** Exercise data follows **
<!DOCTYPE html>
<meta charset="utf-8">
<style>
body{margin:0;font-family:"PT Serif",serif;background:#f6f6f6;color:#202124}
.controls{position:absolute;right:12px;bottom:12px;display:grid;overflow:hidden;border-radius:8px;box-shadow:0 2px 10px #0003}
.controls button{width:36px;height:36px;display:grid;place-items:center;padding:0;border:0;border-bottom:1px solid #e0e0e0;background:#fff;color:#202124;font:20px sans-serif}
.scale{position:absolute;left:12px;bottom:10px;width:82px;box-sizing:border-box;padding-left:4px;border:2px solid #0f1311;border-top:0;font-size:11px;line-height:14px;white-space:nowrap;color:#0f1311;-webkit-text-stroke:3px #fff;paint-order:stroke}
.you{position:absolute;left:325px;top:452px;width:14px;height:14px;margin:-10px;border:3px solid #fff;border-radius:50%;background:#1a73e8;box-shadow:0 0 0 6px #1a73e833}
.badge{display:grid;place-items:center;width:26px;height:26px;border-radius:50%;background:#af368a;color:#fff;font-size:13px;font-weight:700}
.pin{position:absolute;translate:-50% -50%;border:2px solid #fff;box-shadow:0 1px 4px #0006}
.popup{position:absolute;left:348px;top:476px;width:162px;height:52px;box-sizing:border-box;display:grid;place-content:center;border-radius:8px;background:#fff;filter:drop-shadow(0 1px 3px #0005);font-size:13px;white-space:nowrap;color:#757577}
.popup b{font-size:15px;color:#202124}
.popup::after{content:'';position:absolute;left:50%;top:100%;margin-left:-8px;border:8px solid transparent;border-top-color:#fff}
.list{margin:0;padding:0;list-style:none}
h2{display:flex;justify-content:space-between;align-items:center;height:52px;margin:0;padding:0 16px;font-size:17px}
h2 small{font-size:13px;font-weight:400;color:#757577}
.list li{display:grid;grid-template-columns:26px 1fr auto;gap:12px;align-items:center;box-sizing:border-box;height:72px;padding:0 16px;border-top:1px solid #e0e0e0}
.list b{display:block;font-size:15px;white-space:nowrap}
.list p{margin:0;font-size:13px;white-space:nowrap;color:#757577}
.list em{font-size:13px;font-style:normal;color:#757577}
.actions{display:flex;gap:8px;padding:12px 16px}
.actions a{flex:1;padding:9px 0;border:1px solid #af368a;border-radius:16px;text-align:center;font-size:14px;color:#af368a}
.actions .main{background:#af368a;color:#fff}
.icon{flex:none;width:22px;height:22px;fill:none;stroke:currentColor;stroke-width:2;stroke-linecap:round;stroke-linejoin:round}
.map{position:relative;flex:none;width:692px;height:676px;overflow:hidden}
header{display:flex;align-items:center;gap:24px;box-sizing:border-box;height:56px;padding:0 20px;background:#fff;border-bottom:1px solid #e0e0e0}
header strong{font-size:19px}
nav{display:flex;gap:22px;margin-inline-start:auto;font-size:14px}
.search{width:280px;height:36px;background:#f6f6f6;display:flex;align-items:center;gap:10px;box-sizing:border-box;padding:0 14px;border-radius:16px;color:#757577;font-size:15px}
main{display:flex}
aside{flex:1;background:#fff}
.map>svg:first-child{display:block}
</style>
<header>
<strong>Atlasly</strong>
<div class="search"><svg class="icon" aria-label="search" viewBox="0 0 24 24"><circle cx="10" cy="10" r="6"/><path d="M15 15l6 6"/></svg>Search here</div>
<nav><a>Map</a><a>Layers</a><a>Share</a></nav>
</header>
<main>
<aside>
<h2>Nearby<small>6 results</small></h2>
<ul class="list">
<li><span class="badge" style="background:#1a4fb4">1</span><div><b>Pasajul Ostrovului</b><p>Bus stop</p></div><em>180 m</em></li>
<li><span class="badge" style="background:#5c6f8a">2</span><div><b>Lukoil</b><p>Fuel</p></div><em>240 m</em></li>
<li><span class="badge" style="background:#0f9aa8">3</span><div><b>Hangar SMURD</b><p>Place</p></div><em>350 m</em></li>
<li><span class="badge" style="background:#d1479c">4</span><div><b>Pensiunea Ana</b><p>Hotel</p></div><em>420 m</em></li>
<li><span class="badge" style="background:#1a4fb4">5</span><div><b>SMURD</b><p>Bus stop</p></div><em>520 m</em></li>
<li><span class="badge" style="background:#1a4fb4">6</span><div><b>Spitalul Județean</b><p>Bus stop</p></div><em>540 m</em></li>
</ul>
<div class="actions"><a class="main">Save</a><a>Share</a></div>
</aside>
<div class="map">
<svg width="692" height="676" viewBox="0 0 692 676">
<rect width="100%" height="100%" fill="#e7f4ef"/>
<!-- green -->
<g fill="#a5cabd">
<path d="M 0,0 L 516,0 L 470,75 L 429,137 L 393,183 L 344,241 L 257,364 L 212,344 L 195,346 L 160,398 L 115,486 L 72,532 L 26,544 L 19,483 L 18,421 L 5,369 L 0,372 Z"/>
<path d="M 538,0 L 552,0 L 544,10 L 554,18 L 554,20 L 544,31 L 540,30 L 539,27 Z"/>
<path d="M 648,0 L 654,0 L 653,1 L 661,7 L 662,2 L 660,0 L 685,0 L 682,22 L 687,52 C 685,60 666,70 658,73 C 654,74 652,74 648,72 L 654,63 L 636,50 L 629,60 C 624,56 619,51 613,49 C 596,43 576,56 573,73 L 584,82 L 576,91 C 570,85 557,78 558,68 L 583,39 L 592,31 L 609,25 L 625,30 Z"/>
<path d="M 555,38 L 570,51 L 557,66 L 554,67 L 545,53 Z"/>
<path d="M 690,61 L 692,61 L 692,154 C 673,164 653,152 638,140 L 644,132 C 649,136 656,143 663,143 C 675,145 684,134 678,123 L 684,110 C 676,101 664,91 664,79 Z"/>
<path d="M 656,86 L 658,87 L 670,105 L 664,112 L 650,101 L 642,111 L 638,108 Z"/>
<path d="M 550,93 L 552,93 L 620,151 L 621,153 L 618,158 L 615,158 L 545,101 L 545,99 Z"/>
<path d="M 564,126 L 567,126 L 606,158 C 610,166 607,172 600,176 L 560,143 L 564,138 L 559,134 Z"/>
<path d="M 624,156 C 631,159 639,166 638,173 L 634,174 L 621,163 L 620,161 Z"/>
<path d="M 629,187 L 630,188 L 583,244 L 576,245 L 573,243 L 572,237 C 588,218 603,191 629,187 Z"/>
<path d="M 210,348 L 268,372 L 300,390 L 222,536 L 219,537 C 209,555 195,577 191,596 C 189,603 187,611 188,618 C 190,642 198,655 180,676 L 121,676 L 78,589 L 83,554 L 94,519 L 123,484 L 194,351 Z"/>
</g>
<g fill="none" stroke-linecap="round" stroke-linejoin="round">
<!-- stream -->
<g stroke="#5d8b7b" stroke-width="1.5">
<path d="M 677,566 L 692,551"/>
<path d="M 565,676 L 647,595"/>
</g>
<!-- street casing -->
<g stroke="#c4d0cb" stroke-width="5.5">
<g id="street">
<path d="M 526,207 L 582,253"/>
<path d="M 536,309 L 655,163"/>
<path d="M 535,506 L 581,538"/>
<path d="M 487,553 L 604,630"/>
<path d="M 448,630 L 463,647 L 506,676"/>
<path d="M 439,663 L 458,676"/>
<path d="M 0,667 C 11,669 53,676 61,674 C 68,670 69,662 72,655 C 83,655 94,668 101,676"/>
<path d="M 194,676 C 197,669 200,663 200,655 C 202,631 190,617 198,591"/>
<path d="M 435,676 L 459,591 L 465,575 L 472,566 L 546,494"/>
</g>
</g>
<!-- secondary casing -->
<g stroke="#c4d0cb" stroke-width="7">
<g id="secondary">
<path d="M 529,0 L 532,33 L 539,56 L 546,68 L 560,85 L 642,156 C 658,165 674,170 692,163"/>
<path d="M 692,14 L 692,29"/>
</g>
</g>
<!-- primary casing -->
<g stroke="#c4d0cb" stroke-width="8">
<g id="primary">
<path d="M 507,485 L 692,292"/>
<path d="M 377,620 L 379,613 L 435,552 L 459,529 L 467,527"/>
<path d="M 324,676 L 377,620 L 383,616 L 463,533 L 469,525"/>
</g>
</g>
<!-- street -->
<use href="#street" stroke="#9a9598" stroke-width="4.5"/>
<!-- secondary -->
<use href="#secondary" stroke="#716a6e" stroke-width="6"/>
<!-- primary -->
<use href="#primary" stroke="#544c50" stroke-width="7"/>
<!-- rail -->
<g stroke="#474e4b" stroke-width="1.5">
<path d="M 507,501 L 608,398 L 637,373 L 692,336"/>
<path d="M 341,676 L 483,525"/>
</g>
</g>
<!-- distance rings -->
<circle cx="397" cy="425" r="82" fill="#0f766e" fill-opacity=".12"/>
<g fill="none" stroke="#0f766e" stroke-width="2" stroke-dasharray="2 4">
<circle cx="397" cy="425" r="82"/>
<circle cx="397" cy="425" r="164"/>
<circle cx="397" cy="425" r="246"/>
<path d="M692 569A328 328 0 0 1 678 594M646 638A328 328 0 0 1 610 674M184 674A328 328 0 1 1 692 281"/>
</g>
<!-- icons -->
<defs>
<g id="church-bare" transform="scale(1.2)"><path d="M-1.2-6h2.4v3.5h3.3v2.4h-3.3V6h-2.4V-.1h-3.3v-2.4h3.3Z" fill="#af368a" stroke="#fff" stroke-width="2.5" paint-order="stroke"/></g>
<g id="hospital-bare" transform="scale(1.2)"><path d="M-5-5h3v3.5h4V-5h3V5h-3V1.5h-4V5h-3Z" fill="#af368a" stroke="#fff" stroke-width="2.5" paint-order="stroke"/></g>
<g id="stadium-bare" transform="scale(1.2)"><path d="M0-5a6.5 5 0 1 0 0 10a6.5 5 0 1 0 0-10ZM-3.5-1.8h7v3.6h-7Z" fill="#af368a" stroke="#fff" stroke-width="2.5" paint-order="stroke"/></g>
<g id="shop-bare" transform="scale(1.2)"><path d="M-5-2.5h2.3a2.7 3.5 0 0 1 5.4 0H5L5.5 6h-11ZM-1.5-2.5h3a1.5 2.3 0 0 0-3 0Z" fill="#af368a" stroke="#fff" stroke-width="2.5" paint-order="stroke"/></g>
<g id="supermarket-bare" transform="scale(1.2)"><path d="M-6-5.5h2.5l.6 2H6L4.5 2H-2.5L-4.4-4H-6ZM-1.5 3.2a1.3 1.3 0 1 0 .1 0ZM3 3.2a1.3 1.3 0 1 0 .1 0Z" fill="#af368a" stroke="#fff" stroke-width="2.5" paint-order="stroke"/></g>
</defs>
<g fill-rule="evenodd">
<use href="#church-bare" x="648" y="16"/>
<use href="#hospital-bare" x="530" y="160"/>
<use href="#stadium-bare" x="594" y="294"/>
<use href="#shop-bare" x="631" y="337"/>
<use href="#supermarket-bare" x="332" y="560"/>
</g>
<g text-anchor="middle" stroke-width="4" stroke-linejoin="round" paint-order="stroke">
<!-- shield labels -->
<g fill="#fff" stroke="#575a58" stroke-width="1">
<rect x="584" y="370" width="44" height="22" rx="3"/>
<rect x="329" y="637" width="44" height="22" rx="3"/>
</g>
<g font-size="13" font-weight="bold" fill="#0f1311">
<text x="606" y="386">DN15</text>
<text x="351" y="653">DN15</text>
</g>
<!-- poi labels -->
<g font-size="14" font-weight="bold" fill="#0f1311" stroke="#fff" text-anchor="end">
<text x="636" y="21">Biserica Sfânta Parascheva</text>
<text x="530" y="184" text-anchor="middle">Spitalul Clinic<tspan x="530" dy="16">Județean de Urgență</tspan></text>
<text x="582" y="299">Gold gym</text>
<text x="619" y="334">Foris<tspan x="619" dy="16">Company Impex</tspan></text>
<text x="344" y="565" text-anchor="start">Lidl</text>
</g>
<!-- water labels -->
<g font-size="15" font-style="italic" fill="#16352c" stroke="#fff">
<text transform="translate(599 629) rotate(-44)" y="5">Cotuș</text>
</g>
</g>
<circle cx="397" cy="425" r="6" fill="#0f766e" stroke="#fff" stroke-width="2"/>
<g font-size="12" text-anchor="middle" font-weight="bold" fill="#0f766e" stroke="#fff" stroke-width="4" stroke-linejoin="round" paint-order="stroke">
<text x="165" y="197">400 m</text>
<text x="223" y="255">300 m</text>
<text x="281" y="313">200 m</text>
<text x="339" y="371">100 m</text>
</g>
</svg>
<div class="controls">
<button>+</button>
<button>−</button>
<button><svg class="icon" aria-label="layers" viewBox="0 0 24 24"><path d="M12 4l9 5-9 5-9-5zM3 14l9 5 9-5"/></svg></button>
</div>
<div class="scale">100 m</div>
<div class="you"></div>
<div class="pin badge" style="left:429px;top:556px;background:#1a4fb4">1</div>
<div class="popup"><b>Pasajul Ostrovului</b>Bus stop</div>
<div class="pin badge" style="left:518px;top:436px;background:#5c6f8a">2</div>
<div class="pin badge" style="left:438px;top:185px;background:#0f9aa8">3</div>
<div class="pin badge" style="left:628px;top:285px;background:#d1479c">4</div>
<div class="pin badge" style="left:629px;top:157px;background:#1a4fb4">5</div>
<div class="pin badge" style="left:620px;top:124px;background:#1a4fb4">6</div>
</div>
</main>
** End of Exercise data **
> [Required action] Read the data above and pull out each line that holds the string "white".

> [Response below]
.scale{position:absolute;left:12px;bottom:10px;width:82px;box-sizing:border-box;padding-left:4px;border:2px solid #0f1311;border-top:0;font-size:11px;line-height:14px;white-space:nowrap;color:#0f1311;-webkit-text-stroke:3px #fff;paint-order:stroke}
.popup{position:absolute;left:348px;top:476px;width:162px;height:52px;box-sizing:border-box;display:grid;place-content:center;border-radius:8px;background:#fff;filter:drop-shadow(0 1px 3px #0005);font-size:13px;white-space:nowrap;color:#757577}
.list b{display:block;font-size:15px;white-space:nowrap}
.list p{margin:0;font-size:13px;white-space:nowrap;color:#757577}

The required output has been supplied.